Designed as a fully managed operational database, Lakebase is built on Postgres and tightly integrated with Databricks’ lakehouse architecture. It represents a move to eliminate the long-standing divide between transactional systems and analytical environments—an increasingly important shift as intelligent agents and real-time data applications become more prevalent.
Traditional operational databases were not designed with AI in mind. They are often rigid, difficult to scale dynamically, and disconnected from the analytical systems where machine learning models are trained and evaluated. Lakebase addresses these limitations by introducing a serverless, cloud-native architecture that separates compute and storage. This separation enables high concurrency and low latency, while autoscaling compute resources ensure responsiveness to changing workload demands. The result is an operational layer capable of supporting modern, AI-enhanced applications on the same platform where data is analysed and models are developed.
Postgres foundation with AI-oriented enhancements
Lakebase is based on the widely used Postgres engine, providing developers with a familiar SQL environment and access to a broad ecosystem of extensions and tools. The use of Postgres supports flexibility and ease of adoption, particularly for teams already working with open source technologies. Beyond the core database functionality, Lakebase includes features designed specifically for AI development workflows. One of the most notable is branching, a copy-on-write system that enables users to instantly create database clones for testing, staging, or recovery.

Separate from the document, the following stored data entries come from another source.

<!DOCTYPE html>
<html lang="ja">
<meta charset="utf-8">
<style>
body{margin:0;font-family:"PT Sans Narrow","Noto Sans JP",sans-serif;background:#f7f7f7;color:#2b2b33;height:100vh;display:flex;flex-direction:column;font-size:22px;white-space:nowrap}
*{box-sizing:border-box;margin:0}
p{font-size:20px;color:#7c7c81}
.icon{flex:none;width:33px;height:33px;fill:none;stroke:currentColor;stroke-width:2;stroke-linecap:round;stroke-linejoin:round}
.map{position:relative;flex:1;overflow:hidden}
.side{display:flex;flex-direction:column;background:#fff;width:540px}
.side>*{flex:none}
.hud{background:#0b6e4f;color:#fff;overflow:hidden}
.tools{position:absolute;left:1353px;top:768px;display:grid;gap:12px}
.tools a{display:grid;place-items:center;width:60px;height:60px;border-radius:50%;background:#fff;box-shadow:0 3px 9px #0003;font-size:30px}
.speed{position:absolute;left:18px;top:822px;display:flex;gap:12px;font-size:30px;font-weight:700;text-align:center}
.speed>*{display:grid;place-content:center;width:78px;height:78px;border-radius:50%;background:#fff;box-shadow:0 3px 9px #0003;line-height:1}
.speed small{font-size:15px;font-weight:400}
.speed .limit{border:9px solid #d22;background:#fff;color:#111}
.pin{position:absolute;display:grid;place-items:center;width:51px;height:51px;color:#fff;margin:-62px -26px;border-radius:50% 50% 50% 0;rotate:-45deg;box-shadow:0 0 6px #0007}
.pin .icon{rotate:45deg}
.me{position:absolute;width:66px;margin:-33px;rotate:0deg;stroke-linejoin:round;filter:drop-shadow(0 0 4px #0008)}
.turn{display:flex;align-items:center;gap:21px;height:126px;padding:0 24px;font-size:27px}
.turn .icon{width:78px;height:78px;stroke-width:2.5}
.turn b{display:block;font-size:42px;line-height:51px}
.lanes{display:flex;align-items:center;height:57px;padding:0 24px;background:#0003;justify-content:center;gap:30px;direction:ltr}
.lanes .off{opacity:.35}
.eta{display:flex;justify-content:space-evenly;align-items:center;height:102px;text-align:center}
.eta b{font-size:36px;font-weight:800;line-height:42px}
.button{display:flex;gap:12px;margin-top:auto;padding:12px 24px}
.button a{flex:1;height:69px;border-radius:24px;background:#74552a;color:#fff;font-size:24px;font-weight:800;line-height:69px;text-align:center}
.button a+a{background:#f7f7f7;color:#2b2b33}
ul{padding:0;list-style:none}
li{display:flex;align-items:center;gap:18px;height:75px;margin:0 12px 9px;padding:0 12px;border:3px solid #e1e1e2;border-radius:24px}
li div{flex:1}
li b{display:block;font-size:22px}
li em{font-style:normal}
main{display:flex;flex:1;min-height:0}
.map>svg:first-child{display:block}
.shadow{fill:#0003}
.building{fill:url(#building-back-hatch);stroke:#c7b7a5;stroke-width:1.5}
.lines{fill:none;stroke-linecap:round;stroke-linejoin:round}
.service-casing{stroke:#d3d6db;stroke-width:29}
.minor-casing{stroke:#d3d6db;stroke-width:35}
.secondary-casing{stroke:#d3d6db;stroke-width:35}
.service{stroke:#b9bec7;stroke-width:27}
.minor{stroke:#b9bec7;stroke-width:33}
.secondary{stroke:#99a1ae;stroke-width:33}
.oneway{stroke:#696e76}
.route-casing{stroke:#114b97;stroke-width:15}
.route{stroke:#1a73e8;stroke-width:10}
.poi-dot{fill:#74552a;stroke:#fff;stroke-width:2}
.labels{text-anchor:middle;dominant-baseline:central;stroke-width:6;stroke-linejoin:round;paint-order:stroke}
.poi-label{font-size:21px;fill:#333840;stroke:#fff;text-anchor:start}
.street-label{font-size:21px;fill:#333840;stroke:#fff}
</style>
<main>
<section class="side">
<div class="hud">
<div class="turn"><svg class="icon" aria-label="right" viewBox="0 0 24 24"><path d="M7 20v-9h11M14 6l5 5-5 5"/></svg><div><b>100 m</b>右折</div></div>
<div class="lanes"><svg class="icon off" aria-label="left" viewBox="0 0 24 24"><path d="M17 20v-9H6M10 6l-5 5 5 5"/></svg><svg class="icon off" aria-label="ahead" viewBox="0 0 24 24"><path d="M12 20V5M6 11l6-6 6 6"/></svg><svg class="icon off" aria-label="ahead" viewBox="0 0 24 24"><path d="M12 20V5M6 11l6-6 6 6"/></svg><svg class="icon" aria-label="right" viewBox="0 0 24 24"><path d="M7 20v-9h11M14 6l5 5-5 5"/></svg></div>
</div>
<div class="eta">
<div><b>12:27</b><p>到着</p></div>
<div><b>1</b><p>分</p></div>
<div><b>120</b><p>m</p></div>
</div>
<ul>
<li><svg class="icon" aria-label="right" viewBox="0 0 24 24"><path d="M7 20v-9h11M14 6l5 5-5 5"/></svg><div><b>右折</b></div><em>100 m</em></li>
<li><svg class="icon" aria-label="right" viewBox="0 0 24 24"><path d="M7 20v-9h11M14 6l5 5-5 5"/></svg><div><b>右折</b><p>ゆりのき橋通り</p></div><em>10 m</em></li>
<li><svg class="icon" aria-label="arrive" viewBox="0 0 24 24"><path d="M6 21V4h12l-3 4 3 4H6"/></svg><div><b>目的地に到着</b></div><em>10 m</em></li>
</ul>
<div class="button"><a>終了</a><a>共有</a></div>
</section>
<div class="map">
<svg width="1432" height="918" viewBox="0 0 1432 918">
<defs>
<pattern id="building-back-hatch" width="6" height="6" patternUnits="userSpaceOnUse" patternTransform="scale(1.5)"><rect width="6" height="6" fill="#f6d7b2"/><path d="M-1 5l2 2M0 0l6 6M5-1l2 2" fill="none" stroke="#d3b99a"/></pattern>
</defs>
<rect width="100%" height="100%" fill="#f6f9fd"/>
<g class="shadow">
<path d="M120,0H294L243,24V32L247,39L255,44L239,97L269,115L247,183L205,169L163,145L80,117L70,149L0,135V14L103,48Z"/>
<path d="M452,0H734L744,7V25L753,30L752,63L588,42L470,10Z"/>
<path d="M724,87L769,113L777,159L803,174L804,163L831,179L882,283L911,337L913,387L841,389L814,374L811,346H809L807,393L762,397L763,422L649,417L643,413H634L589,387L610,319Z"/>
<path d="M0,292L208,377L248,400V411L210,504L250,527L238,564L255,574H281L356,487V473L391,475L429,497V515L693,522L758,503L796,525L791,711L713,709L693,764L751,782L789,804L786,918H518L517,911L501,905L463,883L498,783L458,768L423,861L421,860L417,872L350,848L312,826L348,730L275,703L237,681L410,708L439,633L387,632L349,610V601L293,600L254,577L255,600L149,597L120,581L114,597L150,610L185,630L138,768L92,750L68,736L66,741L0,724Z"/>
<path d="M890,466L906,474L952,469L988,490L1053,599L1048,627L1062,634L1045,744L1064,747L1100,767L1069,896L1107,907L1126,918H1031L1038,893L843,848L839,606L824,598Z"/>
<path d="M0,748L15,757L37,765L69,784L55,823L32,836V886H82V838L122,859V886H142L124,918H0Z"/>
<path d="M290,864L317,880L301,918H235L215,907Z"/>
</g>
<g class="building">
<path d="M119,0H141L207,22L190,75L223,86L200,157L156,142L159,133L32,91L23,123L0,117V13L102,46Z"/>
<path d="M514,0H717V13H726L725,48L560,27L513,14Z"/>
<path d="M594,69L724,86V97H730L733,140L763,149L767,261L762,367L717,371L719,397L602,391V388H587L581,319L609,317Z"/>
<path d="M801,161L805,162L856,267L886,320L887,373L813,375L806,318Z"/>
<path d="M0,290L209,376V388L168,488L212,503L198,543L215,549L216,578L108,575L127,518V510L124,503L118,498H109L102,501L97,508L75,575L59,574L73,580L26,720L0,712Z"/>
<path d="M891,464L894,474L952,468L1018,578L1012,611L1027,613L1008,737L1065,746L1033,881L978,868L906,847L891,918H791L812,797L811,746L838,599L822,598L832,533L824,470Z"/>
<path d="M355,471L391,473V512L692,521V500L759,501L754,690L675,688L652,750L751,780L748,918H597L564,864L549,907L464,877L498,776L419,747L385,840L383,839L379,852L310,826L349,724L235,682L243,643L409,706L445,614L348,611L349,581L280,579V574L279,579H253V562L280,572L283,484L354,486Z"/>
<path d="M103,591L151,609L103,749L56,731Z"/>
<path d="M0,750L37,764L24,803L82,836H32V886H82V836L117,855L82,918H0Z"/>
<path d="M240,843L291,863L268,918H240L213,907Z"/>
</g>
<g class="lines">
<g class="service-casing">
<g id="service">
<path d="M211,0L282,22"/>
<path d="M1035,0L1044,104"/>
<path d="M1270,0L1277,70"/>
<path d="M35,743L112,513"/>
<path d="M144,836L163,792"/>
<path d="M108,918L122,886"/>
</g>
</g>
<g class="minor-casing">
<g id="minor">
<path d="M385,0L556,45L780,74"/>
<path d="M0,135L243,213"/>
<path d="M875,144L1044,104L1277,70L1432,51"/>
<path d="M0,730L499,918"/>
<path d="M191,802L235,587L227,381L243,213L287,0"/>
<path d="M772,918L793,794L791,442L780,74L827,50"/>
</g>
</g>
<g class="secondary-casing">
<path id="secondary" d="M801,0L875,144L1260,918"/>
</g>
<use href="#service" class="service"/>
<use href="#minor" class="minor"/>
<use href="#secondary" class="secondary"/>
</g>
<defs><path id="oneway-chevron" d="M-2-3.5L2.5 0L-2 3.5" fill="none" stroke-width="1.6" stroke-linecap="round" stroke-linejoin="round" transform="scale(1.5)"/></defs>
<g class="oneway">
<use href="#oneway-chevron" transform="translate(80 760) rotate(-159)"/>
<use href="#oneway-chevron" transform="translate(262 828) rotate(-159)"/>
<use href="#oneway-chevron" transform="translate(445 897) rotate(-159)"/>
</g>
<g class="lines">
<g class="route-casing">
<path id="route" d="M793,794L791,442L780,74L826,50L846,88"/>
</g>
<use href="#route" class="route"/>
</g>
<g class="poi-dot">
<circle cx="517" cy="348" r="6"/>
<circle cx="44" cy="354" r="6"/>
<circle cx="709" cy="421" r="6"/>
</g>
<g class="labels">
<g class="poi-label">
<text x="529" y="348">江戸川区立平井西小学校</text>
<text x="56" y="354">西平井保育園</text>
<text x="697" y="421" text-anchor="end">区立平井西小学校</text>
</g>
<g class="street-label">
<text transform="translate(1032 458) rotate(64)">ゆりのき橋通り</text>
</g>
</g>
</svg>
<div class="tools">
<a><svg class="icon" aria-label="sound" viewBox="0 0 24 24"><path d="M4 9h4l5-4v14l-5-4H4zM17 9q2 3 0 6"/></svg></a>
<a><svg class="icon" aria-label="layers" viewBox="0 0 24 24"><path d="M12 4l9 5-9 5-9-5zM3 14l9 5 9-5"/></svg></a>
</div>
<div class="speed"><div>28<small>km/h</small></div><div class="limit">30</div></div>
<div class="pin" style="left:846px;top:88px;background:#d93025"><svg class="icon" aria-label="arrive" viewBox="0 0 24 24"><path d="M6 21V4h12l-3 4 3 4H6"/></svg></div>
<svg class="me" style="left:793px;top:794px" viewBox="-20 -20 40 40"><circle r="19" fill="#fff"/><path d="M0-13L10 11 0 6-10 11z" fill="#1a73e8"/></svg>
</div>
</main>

These branches do not duplicate data and can be created at specific points in time, making them well suited for isolated development or audit scenarios.
The platform also supports near-instant startup and usage-based billing through serverless infrastructure, allowing developers to create and discard database environments as needed. This supports a more agile approach to development, especially in projects where testing with production-like data is required. Lakebase environments can be spun up in seconds, scaled automatically, and decommissioned without manual intervention.
Integration with the lakehouse plays a central role in the utility of Lakebase. Data can be synchronised automatically between Lakebase and Unity Catalog-managed tables, making it possible to feed operational data into analytical processes or serve machine learning features and model predictions directly from Lakebase. This capability reduces the need for custom pipelines or data duplication and ensures that operational and analytical layers remain aligned in real time.
Operational reliability and streamlined innovation
Lakebase offers high availability features such as multi-zone replication and point-in-time recovery. All data is encrypted and stored with regional durability, protecting against data loss or service disruption. Readable secondaries can be configured to distribute workloads across zones, improving performance and resilience. These capabilities are managed entirely by Databricks, reducing the operational burden on development teams and enabling them to focus on application logic rather than infrastructure.
Developers also benefit from integrated monitoring tools that provide visibility into key database metrics, including throughput, open connections, and resource utilisation. Security is managed through the same enterprise-grade frameworks used across the Databricks platform, including support for PrivateLink, IP access controls, and consistent identity management via OAuth and Unity Catalog integration.
Lakebase offers a multi-cloud solution without requiring replatforming or architecture changes. By providing a unified, developer-friendly stack that reduces complexity and accelerates innovation, Databricks is helping organisations maximise the value they derive across their entire data estate. The combination of real-time operational capabilities and seamless analytical integration positions Lakebase as a key enabler of intelligent, scalable applications in the AI era.